▶ [Instructions for the task] Reproduce each line from the records that holds "Amin".

▶ [Data records]
---*---
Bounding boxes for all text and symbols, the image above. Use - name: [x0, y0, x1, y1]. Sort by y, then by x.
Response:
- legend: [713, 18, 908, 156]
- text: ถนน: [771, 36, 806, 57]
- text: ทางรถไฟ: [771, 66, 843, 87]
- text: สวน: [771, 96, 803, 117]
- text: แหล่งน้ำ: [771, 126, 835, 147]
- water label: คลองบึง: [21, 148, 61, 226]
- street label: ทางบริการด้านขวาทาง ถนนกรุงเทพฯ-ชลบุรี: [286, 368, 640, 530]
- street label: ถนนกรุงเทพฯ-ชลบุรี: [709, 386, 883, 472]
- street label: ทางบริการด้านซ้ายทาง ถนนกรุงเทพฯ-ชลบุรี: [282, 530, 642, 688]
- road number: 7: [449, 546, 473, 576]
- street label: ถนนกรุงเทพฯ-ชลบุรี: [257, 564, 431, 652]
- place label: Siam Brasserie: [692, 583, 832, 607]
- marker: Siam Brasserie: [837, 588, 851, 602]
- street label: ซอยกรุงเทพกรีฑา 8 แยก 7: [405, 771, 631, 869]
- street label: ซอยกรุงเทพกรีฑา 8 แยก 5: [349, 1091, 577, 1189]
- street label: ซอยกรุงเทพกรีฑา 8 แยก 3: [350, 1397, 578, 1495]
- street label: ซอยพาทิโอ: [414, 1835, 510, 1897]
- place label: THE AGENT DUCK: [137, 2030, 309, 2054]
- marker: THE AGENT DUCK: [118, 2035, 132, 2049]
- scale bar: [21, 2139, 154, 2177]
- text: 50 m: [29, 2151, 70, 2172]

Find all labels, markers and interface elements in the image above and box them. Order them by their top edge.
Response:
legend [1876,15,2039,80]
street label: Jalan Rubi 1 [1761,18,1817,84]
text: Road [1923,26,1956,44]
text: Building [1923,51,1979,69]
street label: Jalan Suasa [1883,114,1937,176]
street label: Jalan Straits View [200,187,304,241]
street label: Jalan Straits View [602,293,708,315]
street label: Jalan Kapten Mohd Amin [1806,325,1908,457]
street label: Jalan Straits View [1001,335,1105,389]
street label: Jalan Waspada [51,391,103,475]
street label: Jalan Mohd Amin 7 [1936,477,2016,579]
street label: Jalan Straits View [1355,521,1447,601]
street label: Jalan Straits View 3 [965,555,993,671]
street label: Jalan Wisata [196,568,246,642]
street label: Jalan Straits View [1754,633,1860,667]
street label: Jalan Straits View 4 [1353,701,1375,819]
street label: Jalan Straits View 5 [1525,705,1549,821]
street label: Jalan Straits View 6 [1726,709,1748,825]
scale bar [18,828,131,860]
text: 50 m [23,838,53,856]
---*---
▶ [Written answer]
street label: Jalan Kapten Mohd Amin [1806,325,1908,457]
street label: Jalan Mohd Amin 7 [1936,477,2016,579]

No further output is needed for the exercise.